» **Requirement**:
What's needed is an exact copy of all the data below, without pictures.

» **Data for this task**:

########

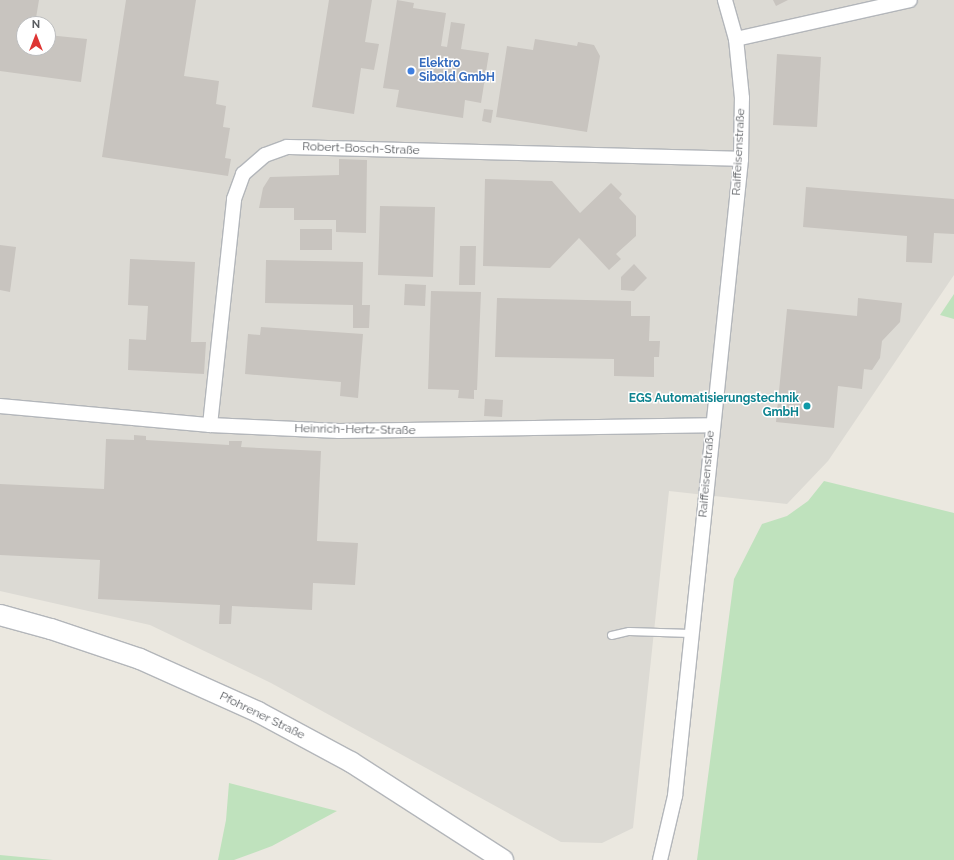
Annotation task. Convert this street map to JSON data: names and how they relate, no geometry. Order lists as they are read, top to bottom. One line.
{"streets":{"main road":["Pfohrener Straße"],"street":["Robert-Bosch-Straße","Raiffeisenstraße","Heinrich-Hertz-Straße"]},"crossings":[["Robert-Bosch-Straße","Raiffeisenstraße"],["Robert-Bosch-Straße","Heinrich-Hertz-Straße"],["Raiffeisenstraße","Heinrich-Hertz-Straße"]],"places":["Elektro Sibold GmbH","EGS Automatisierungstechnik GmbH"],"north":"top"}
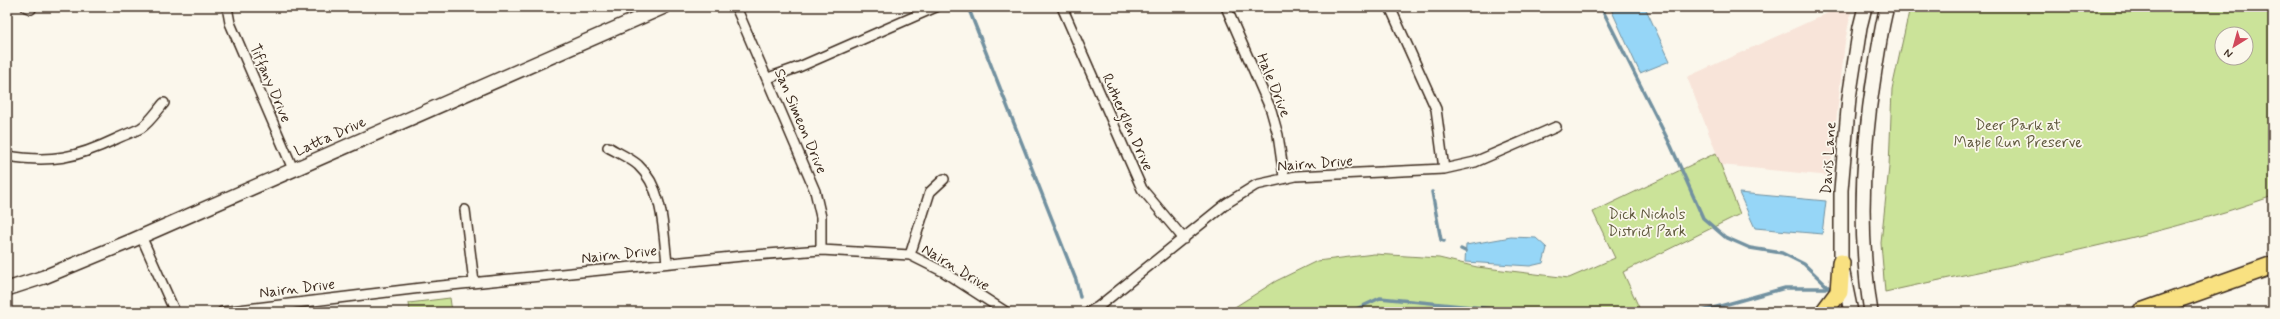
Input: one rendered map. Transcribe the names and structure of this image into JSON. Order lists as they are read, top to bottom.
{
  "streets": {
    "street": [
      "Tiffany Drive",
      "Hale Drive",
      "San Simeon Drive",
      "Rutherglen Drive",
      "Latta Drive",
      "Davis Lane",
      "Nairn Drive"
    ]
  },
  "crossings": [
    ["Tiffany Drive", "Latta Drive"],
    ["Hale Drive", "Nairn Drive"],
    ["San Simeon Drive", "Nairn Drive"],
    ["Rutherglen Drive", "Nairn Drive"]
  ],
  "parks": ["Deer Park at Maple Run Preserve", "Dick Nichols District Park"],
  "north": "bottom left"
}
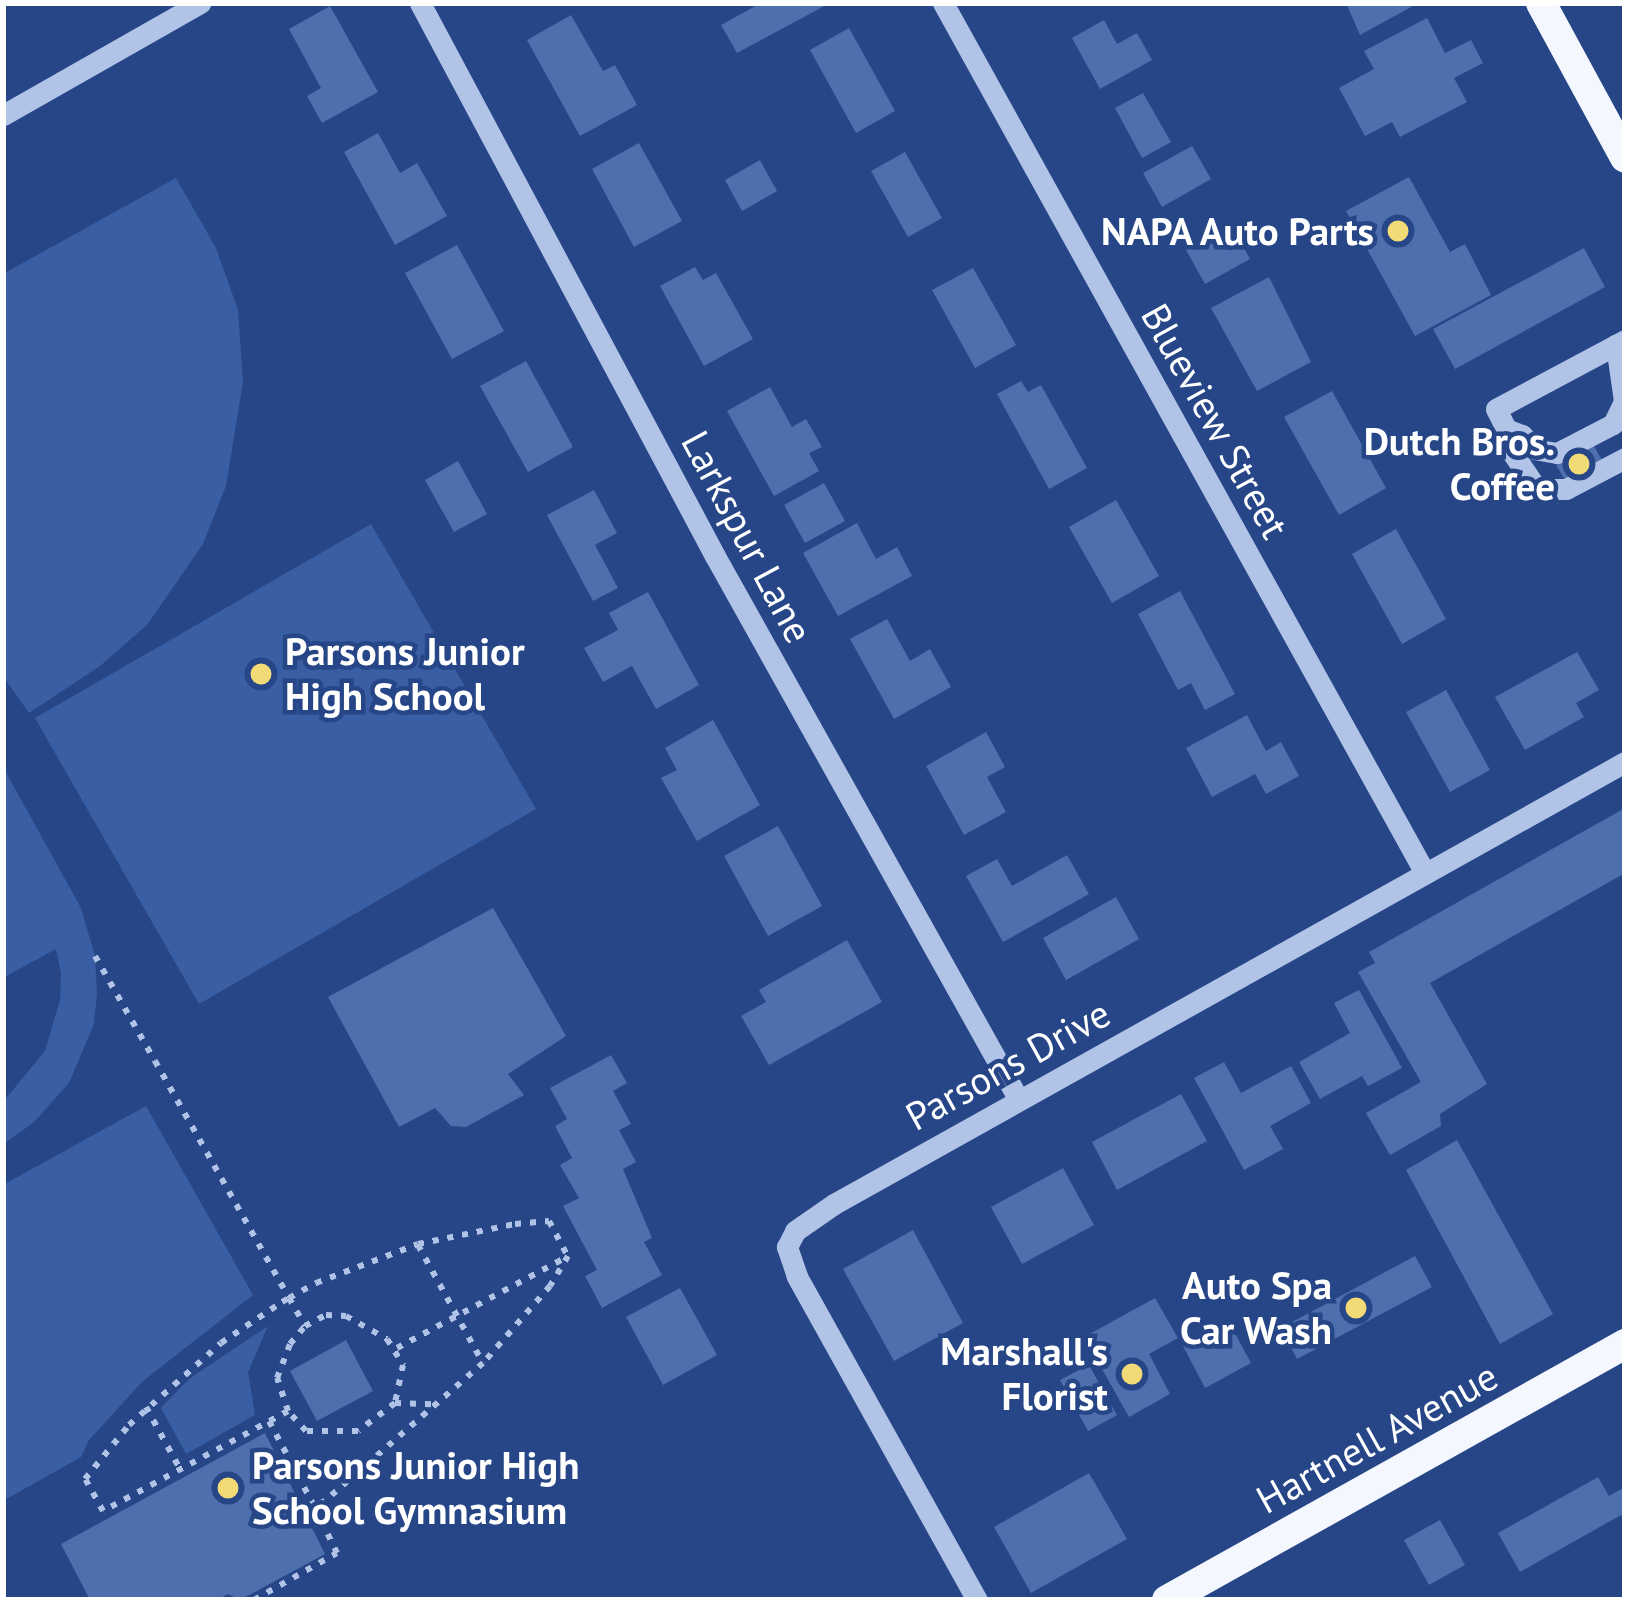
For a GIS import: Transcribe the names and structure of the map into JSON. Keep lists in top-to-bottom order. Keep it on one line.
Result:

########

» **Exercise answer**:
Annotation task. Convert this street map to JSON data: names and how they relate, no geometry. Order lists as they are read, top to bottom. One line.
{"streets":{"main road":["Pfohrener Straße"],"street":["Robert-Bosch-Straße","Raiffeisenstraße","Heinrich-Hertz-Straße"]},"crossings":[["Robert-Bosch-Straße","Raiffeisenstraße"],["Robert-Bosch-Straße","Heinrich-Hertz-Straße"],["Raiffeisenstraße","Heinrich-Hertz-Straße"]],"places":["Elektro Sibold GmbH","EGS Automatisierungstechnik GmbH"],"north":"top"}
Input: one rendered map. Transcribe the names and structure of this image into JSON. Order lists as they are read, top to bottom.
{
  "streets": {
    "street": [
      "Tiffany Drive",
      "Hale Drive",
      "San Simeon Drive",
      "Rutherglen Drive",
      "Latta Drive",
      "Davis Lane",
      "Nairn Drive"
    ]
  },
  "crossings": [
    ["Tiffany Drive", "Latta Drive"],
    ["Hale Drive", "Nairn Drive"],
    ["San Simeon Drive", "Nairn Drive"],
    ["Rutherglen Drive", "Nairn Drive"]
  ],
  "parks": ["Deer Park at Maple Run Preserve", "Dick Nichols District Park"],
  "north": "bottom left"
}
For a GIS import: Transcribe the names and structure of the map into JSON. Keep lists in top-to-bottom order. Keep it on one line.
Result:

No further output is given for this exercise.